- _Problem details_: Please transcribe the listing below in full, exactly as written, leaving out its pictures.

╭──

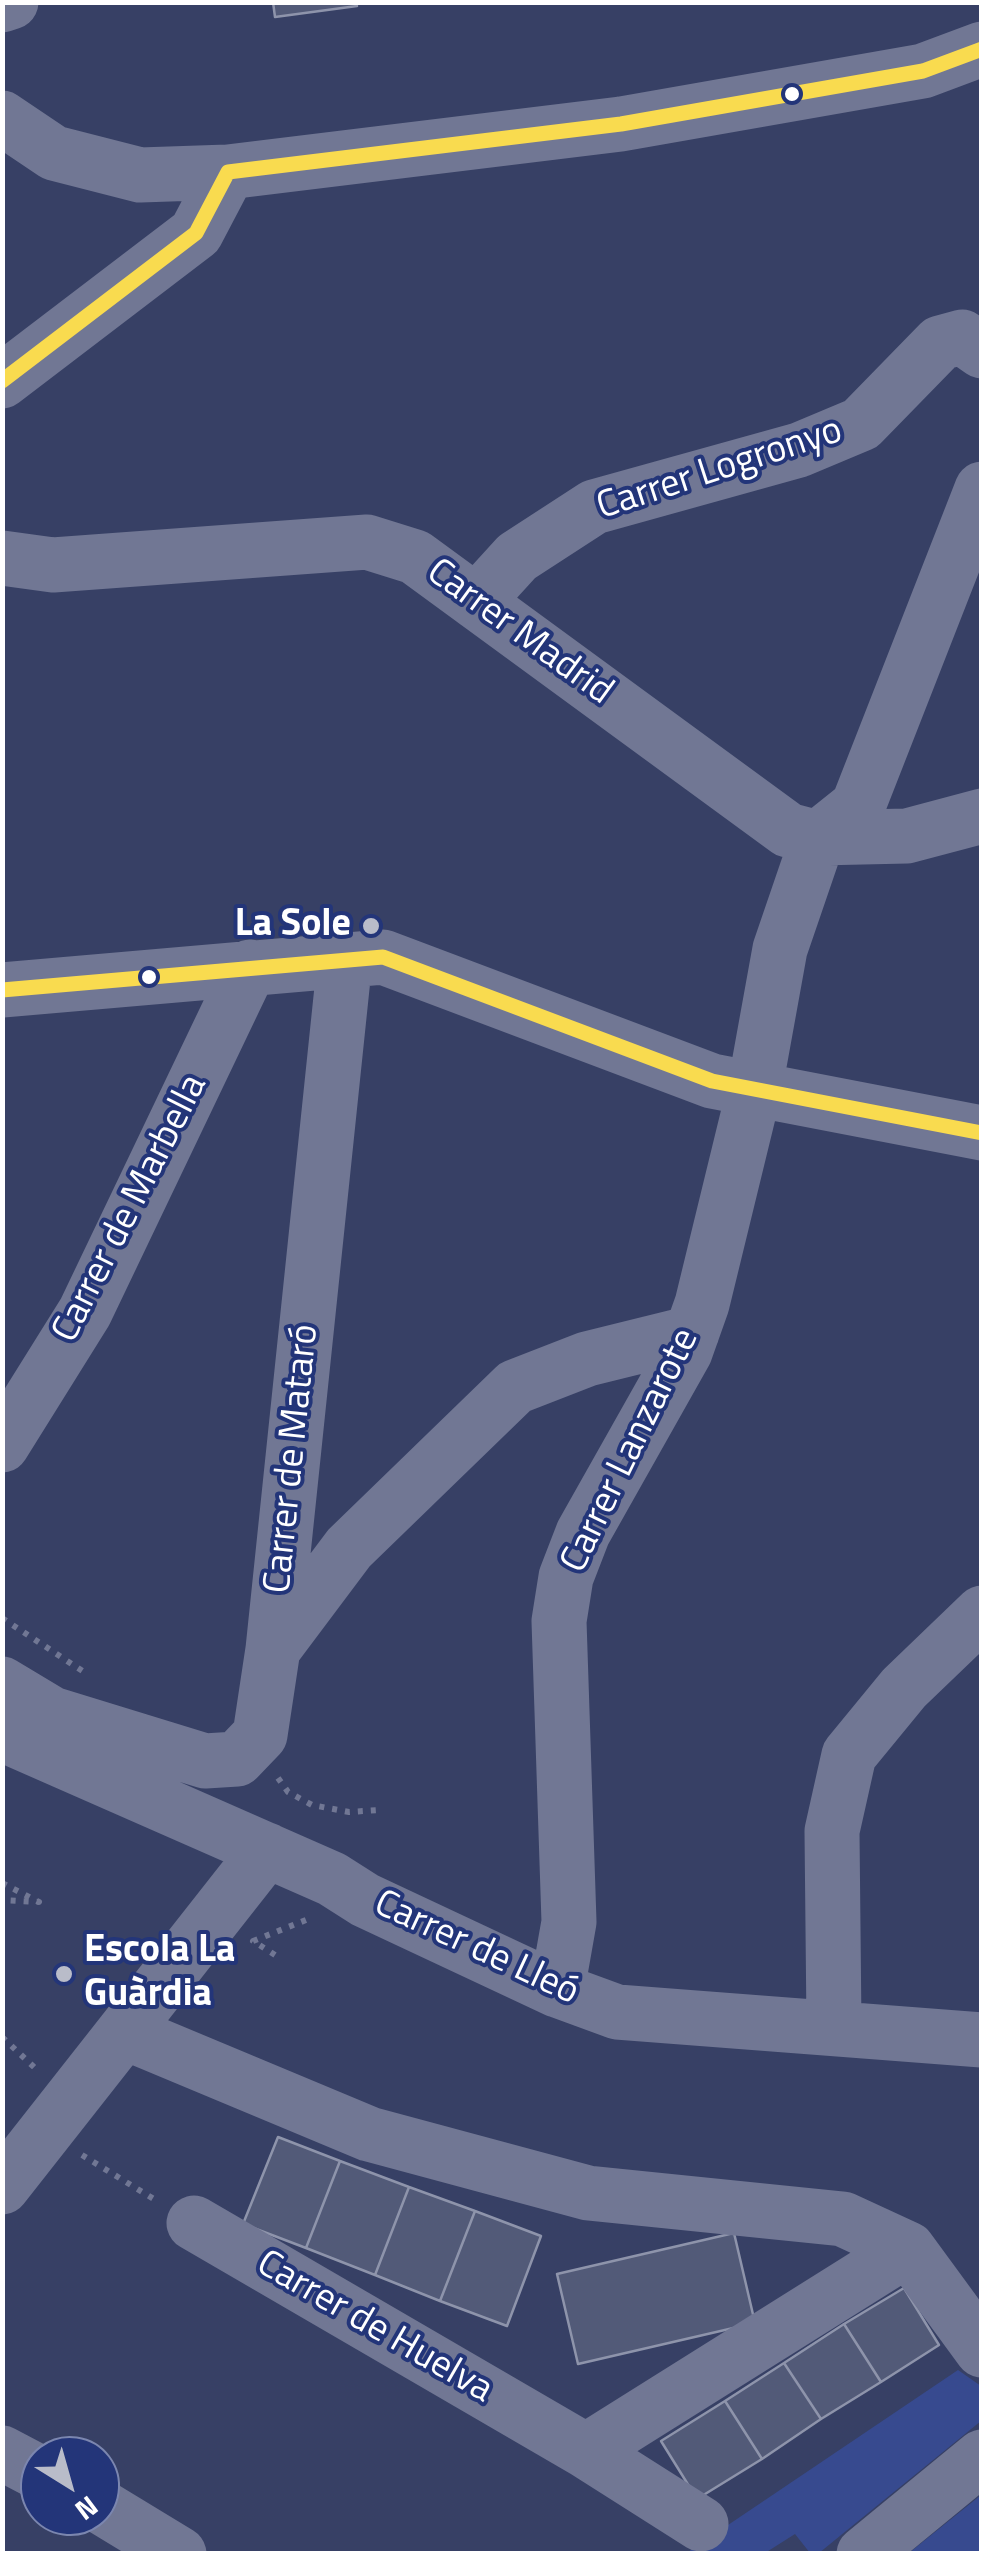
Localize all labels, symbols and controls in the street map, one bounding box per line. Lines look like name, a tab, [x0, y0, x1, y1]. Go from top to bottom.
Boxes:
unlabelled marker	[782, 84, 802, 104]
street label: Carrer Logronyo	[592, 409, 848, 531]
street label: Carrer Madrid	[417, 550, 621, 716]
place label: La Sole	[235, 903, 351, 949]
marker: La Sole	[360, 915, 382, 937]
unlabelled marker	[139, 967, 159, 987]
street label: Carrer de Marbella	[44, 1068, 218, 1350]
street label: Carrer de Mataró	[256, 1322, 330, 1596]
street label: Carrer Lanzarote	[552, 1322, 710, 1580]
street label: Carrer de Lleó	[367, 1882, 585, 2016]
place label: Escola La Guàrdia	[84, 1929, 235, 2018]
marker: Escola La Guàrdia	[53, 1963, 75, 1985]
street label: Carrer de Huelva	[248, 2242, 500, 2414]
north arrow	[20, 2436, 120, 2536]
text: N	[66, 2486, 108, 2532]

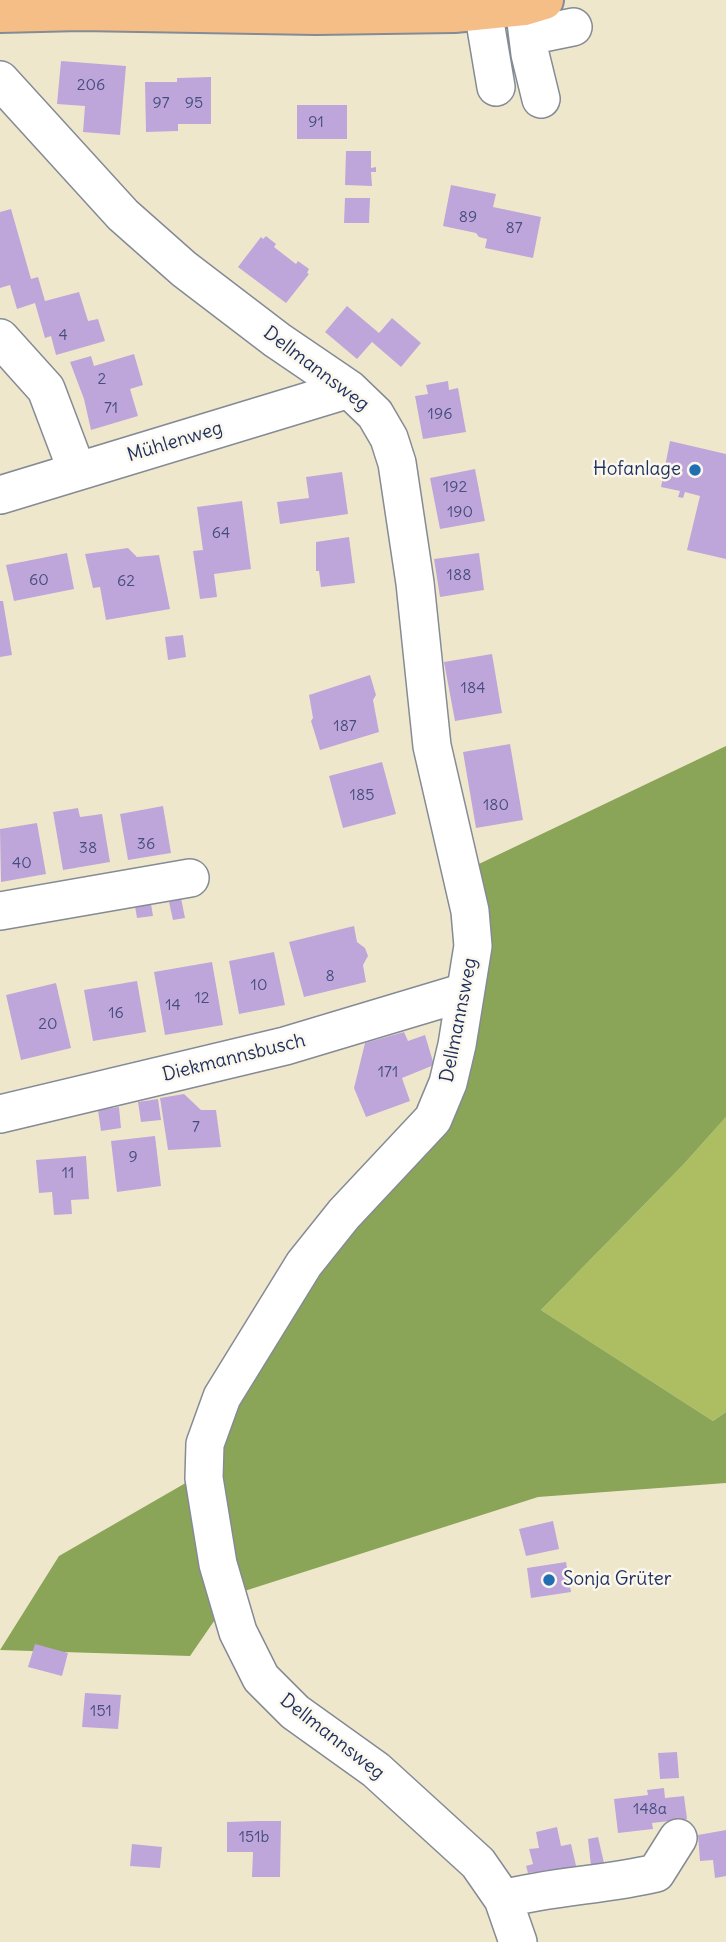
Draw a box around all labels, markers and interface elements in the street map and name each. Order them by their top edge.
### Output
house number: 206 [77,75,105,95]
house number: 97 [152,93,170,113]
house number: 95 [185,93,203,113]
house number: 91 [308,112,324,132]
house number: 89 [459,207,477,227]
house number: 87 [505,218,523,238]
street label: Dellmannsweg [259,322,373,416]
house number: 4 [58,325,68,345]
house number: 2 [98,369,106,389]
house number: 71 [104,398,118,418]
house number: 196 [428,404,452,424]
street label: Mühlenweg [125,417,225,467]
place label: Hofanlage [593,459,681,481]
marker: Hofanlage [687,462,703,478]
house number: 192 [443,477,467,497]
house number: 190 [447,502,473,522]
house number: 64 [212,523,230,543]
house number: 188 [447,565,471,585]
house number: 60 [29,570,49,590]
house number: 62 [117,571,135,591]
house number: 184 [461,678,485,698]
house number: 187 [333,716,357,736]
house number: 185 [350,785,374,805]
house number: 180 [483,795,509,815]
house number: 36 [137,834,155,854]
house number: 38 [79,838,97,858]
house number: 40 [12,853,32,873]
street label: Dellmannsweg [436,956,482,1084]
house number: 8 [325,966,335,986]
house number: 10 [251,975,267,995]
house number: 12 [194,988,210,1008]
house number: 14 [165,995,181,1015]
house number: 16 [108,1003,124,1023]
house number: 20 [38,1014,58,1034]
street label: Diekmannsbusch [160,1029,308,1087]
house number: 171 [378,1062,398,1082]
house number: 7 [192,1117,200,1137]
house number: 9 [128,1147,138,1167]
house number: 11 [62,1163,74,1183]
place label: Sonja Grüter [563,1569,672,1591]
marker: Sonja Grüter [541,1572,557,1588]
street label: Dellmannsweg [275,1689,389,1785]
house number: 151 [90,1701,112,1721]
house number: 148a [633,1799,667,1819]
house number: 151b [239,1827,269,1847]

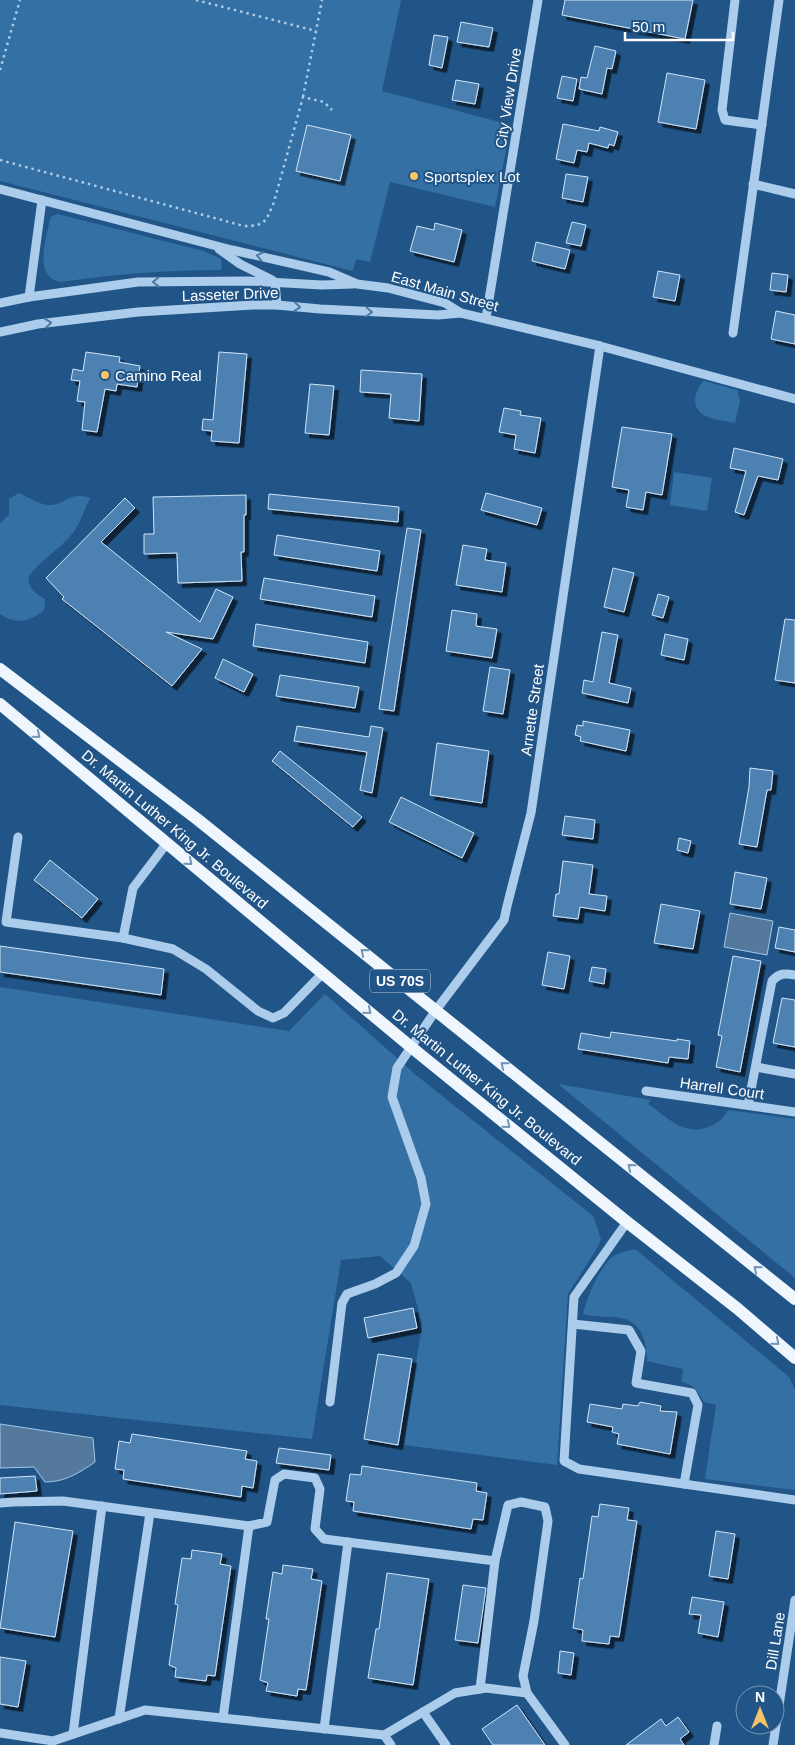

╰──

- _Solution for this exercise_:
Localize all labels, symbols and controls in the street map, one bounding box per line. Lines look like name, a tab, [x0, y0, x1, y1]. Go from top to bottom.
Boxes:
unlabelled marker	[782, 84, 802, 104]
street label: Carrer Logronyo	[592, 409, 848, 531]
street label: Carrer Madrid	[417, 550, 621, 716]
place label: La Sole	[235, 903, 351, 949]
marker: La Sole	[360, 915, 382, 937]
unlabelled marker	[139, 967, 159, 987]
street label: Carrer de Marbella	[44, 1068, 218, 1350]
street label: Carrer de Mataró	[256, 1322, 330, 1596]
street label: Carrer Lanzarote	[552, 1322, 710, 1580]
street label: Carrer de Lleó	[367, 1882, 585, 2016]
place label: Escola La Guàrdia	[84, 1929, 235, 2018]
marker: Escola La Guàrdia	[53, 1963, 75, 1985]
street label: Carrer de Huelva	[248, 2242, 500, 2414]
north arrow	[20, 2436, 120, 2536]
text: N	[66, 2486, 108, 2532]

Draw a box around all labels, markers and interface elements in the street map and name each. Order them by their top edge.
### Output
house number: 206 [77,75,105,95]
house number: 97 [152,93,170,113]
house number: 95 [185,93,203,113]
house number: 91 [308,112,324,132]
house number: 89 [459,207,477,227]
house number: 87 [505,218,523,238]
street label: Dellmannsweg [259,322,373,416]
house number: 4 [58,325,68,345]
house number: 2 [98,369,106,389]
house number: 71 [104,398,118,418]
house number: 196 [428,404,452,424]
street label: Mühlenweg [125,417,225,467]
place label: Hofanlage [593,459,681,481]
marker: Hofanlage [687,462,703,478]
house number: 192 [443,477,467,497]
house number: 190 [447,502,473,522]
house number: 64 [212,523,230,543]
house number: 188 [447,565,471,585]
house number: 60 [29,570,49,590]
house number: 62 [117,571,135,591]
house number: 184 [461,678,485,698]
house number: 187 [333,716,357,736]
house number: 185 [350,785,374,805]
house number: 180 [483,795,509,815]
house number: 36 [137,834,155,854]
house number: 38 [79,838,97,858]
house number: 40 [12,853,32,873]
street label: Dellmannsweg [436,956,482,1084]
house number: 8 [325,966,335,986]
house number: 10 [251,975,267,995]
house number: 12 [194,988,210,1008]
house number: 14 [165,995,181,1015]
house number: 16 [108,1003,124,1023]
house number: 20 [38,1014,58,1034]
street label: Diekmannsbusch [160,1029,308,1087]
house number: 171 [378,1062,398,1082]
house number: 7 [192,1117,200,1137]
house number: 9 [128,1147,138,1167]
house number: 11 [62,1163,74,1183]
place label: Sonja Grüter [563,1569,672,1591]
marker: Sonja Grüter [541,1572,557,1588]
street label: Dellmannsweg [275,1689,389,1785]
house number: 151 [90,1701,112,1721]
house number: 148a [633,1799,667,1819]
house number: 151b [239,1827,269,1847]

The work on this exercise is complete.